Yeah – about that. While Tether certainly claim to have the $2 billion USD required to back up USDT, the lack of transparency on that claim is a major cause for concern. Tether recently dissolved the relationship between them and their third party auditor, and have stated that they can’t reveal their account balance due to issues with the US government. Feeling uncomfortable yet? Let’s start at the beginning.

Think about that for a moment

This is a token supposedly pegged to the US dollar. 1 USDT = 1 USD, that’s the whole point. What happened was, people began to sell their Tether at below market value in case they couldn’t get out in time. Of course, that new low price became the market value, and the price dropped 8% – not even noteworthy for most volatile cryptocurrencies, but a huge red flag for Tether, and entirely created by the panic of the holders.

It ended up being an unfounded panic, and nobody had their Tether frozen or removed permanently – however, many people “lost out” simply by choosing to sell their assets at a reduced price, defeating the purpose of the token. The company was only indirectly at fault – panic was to blame here, but the situation illustrated that the token could be destabilized with relative ease.

The very next month saw a market pullback in crypto across the board, leading people to once again flee to Tether. However, so soon after the April scare things weren’t quite stable yet, and the sudden surge in people buying back in to Tether to secure their holdings led to the price increasing and decreasing by several cents, most likely due to day traders taking advantage of the volatility that Tether is never supposed to exhibit.

These were far from the only problems that came into play

In September 2017, the company was “audited” and everything was said to be in order, with 1 USD per one USDT in the company’s possession. Despite my reassuring phrasing, everything was not quite above board here – the audit was revealed to be an internal memo, and not an audit at all. The auditors themselves, Freidman LLP, said that the information was “not to be relied upon”.

Seemingly Tether had the money alright, but there was no verification of whether the funds were procured legally, whether they related to the project, and the name of the bank was redacted. Furthermore, the amount of USDT in circulation and USD required to back it up has drastically increased since that time.

Everyone happy so far? No?
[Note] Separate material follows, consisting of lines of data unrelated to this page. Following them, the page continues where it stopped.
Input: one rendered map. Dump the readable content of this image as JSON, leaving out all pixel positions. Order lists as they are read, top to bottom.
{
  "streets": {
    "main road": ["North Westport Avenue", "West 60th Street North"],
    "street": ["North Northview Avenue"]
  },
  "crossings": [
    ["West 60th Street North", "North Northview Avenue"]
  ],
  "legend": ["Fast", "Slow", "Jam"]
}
Moving on, then.

In November 2017, $31 million dollars were stolen from Tether’s main wallet, and in the same month the company parted ways with their third party auditor Freidman LLP. The scepticism and doubt surrounding the project was further fuelled by the reason cited for this by Tether themselves, who blamed Freidman’s “excruciatingly detailed procedures”. Ditching an auditor for being too thorough after they admitted that they hadn’t been thorough enough to validate the project seems like just about the worst PR move I can think of, and many others felt the same way.
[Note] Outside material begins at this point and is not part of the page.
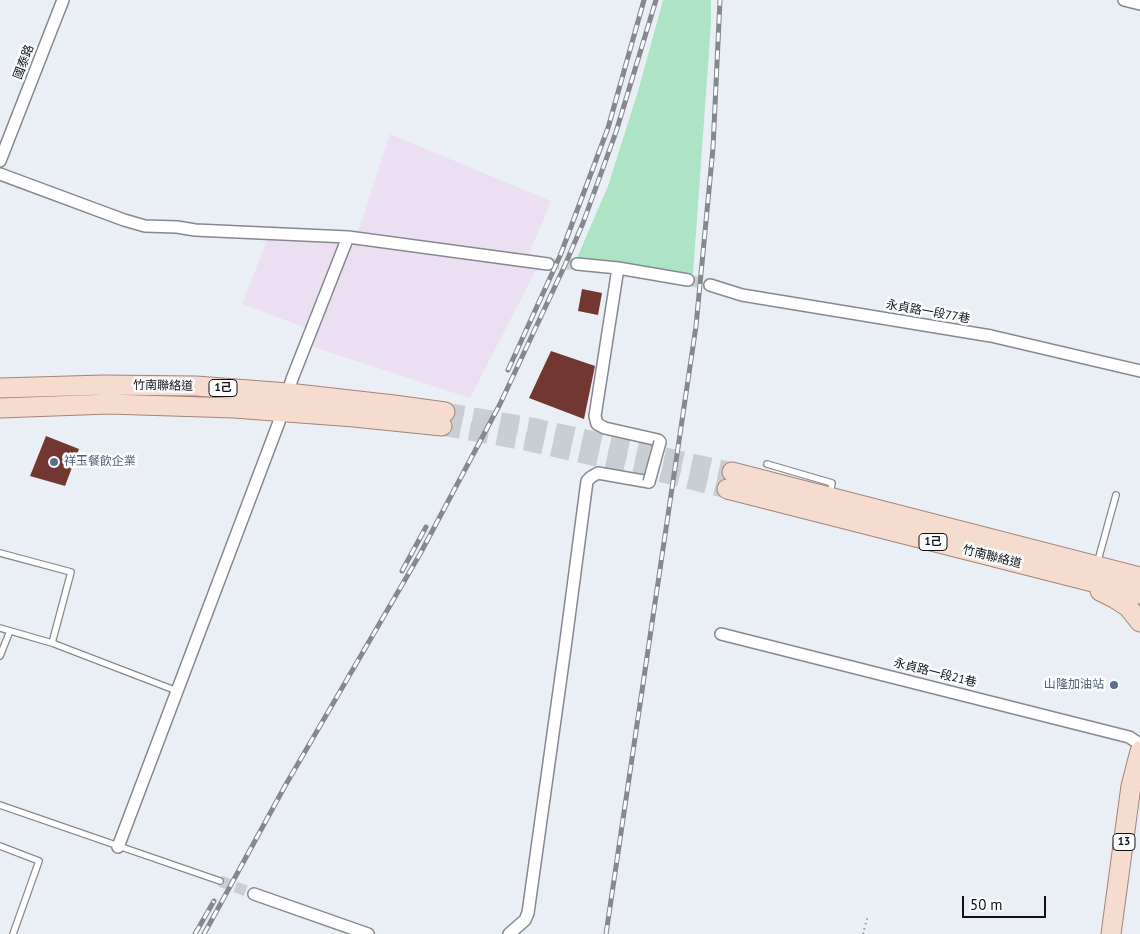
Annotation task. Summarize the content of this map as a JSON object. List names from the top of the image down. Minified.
{"streets":{"main road":["竹南聯絡道","1己","13"],"street":["國泰路","永貞路一段77巷","永貞路一段21巷"]},"places":["祥玉餐飲企業","山隆加油站"],"scale_bar":"50 m"}
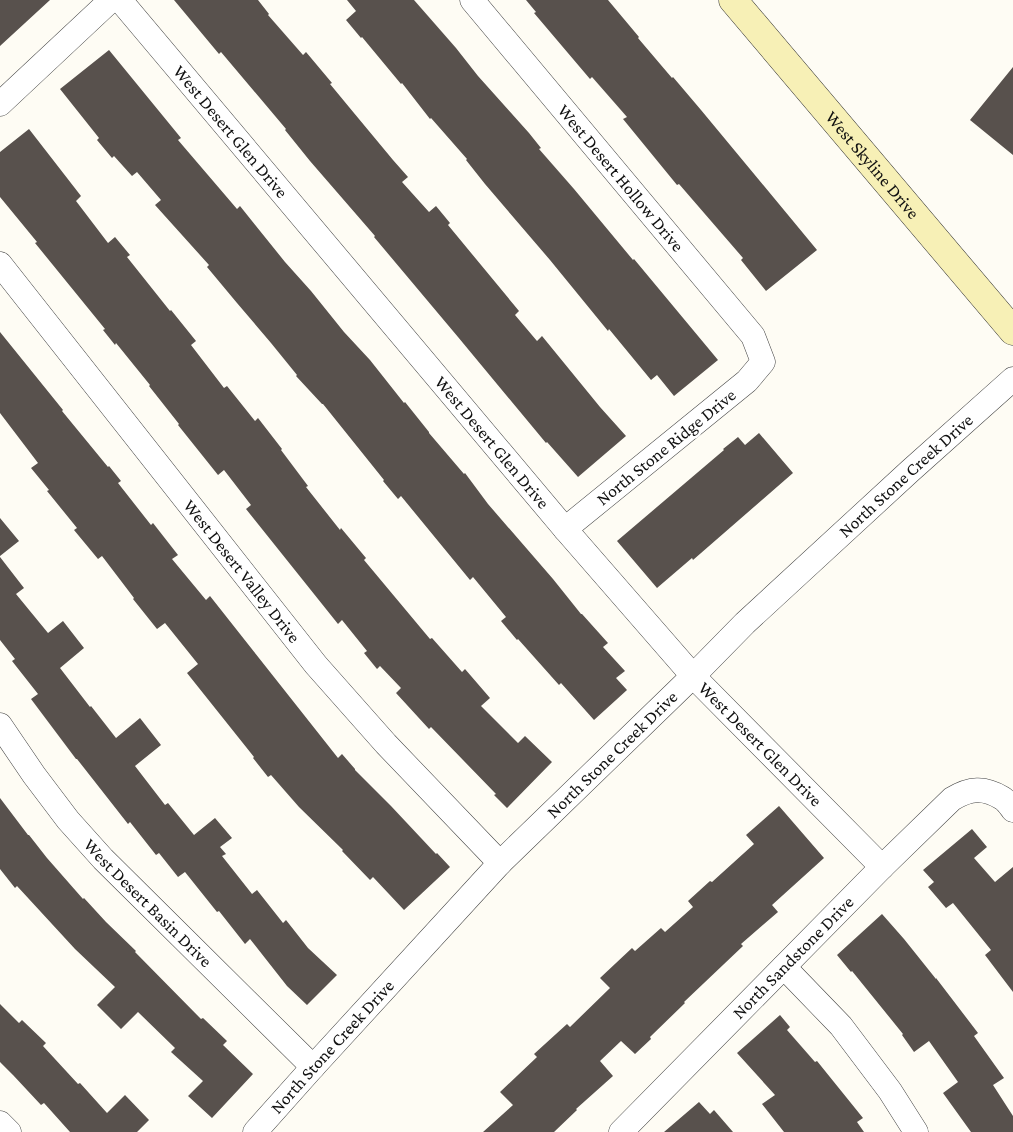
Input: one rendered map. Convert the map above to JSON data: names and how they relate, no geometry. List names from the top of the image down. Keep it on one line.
{"streets":{"street":["West Desert Glen Drive","West Skyline Drive","West Desert Hollow Drive","North Stone Ridge Drive","North Stone Creek Drive","West Desert Valley Drive","West Desert Basin Drive","North Sandstone Drive"]},"crossings":[["West Desert Glen Drive","North Stone Ridge Drive"],["West Desert Glen Drive","North Stone Creek Drive"],["West Desert Glen Drive","North Sandstone Drive"],["West Desert Hollow Drive","North Stone Ridge Drive"],["North Stone Creek Drive","West Desert Valley Drive"],["North Stone Creek Drive","West Desert Basin Drive"]]}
Finally, the next month dealt the project another blow – in September 2017 project details were leaked in the Paradise Papers, revealing that an offshore law firm helped Bitfinex founders Phil Potter and Giancarlo Davisini incorporate Tether in the British Virgin Islands, something that further reduces the transparency of the company and sheds more doubt on their intentions in the eyes of many sceptical observers.

The remote tax haven location didn’t stop US regulators from issuing Bitfinex a subpoena in December 2017, the results of which may eventually shed light on the reality of Tether’s holdings. While many big names in crypto seem to think that Tether have the assets to put their money where their mouth is, the fact is that they haven’t proved it yet – there’s no evidence whatsoever that USDT is indeed backed by USD, and that’s a pretty scary thought. Is Tether a safe place to keep your money?
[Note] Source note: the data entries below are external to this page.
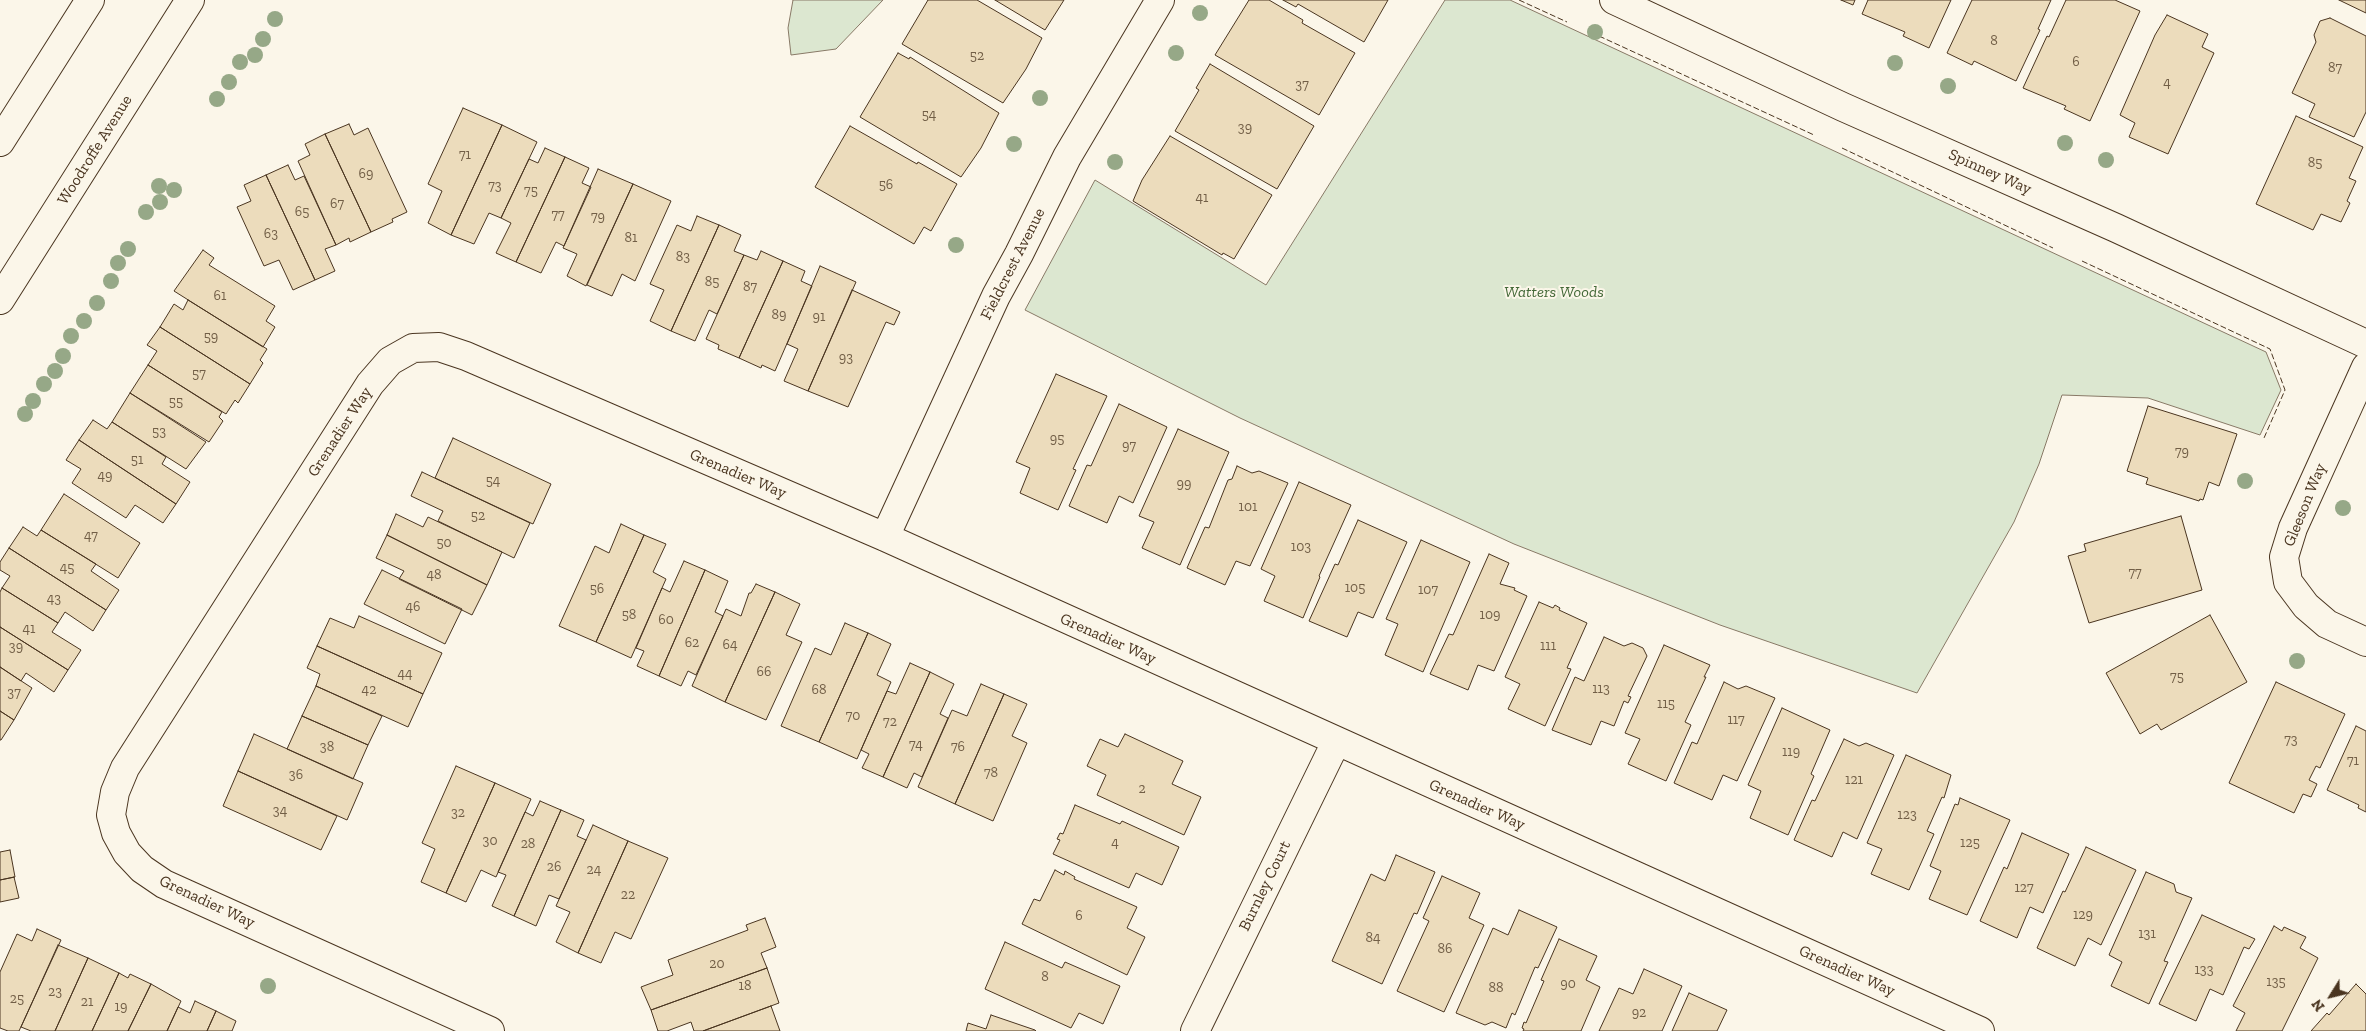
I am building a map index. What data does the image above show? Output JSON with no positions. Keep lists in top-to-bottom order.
{
  "streets": {
    "street": [
      "Woodroffe Avenue",
      "Spinney Way",
      "Fieldcrest Avenue",
      "Grenadier Way",
      "Gleeson Way",
      "Burnley Court"
    ]
  },
  "crossings": [
    ["Fieldcrest Avenue", "Grenadier Way"],
    ["Grenadier Way", "Burnley Court"]
  ],
  "parks": ["Watters Woods"],
  "house_numbers": [
    "8",
    "52",
    "6",
    "87",
    "4",
    "37",
    "54",
    "39",
    "71",
    "85",
    "69",
    "56",
    "73",
    "75",
    "41",
    "67",
    "65",
    "77",
    "79",
    "63",
    "81",
    "83",
    "85",
    "87",
    "61",
    "89",
    "91",
    "59",
    "93",
    "57",
    "55",
    "53",
    "95",
    "97",
    "79",
    "51",
    "49",
    "54",
    "99",
    "101",
    "52",
    "47",
    "50",
    "103",
    "45",
    "77",
    "48",
    "105",
    "56",
    "107",
    "43",
    "46",
    "58",
    "109",
    "60",
    "41",
    "62",
    "64",
    "111",
    "39",
    "66",
    "44",
    "75",
    "113",
    "42",
    "68",
    "37",
    "115",
    "70",
    "117",
    "72",
    "73",
    "74",
    "38",
    "76",
    "119",
    "71",
    "78",
    "36",
    "121",
    "2",
    "34",
    "32",
    "123",
    "30",
    "4",
    "125",
    "28",
    "26",
    "24",
    "127",
    "22",
    "129",
    "6",
    "131",
    "84",
    "86",
    "20",
    "133",
    "8",
    "135",
    "90",
    "18",
    "88",
    "23",
    "25",
    "21",
    "19",
    "92"
  ],
  "north": "bottom left"
}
The convenience offered by a stable cryptocurrency is plainly evident, and Tether has been a great project for a lot of people.

As in all things crypto, there’s a risk involved. In Tether’s case, they’re unregulated, centralized, USDT isn’t classified as a financial instrument, and Tether have no legal obligation to redeem USDT for your fiat – so bear that in mind when you’re looking for a place to wait out the storm of the next market scare.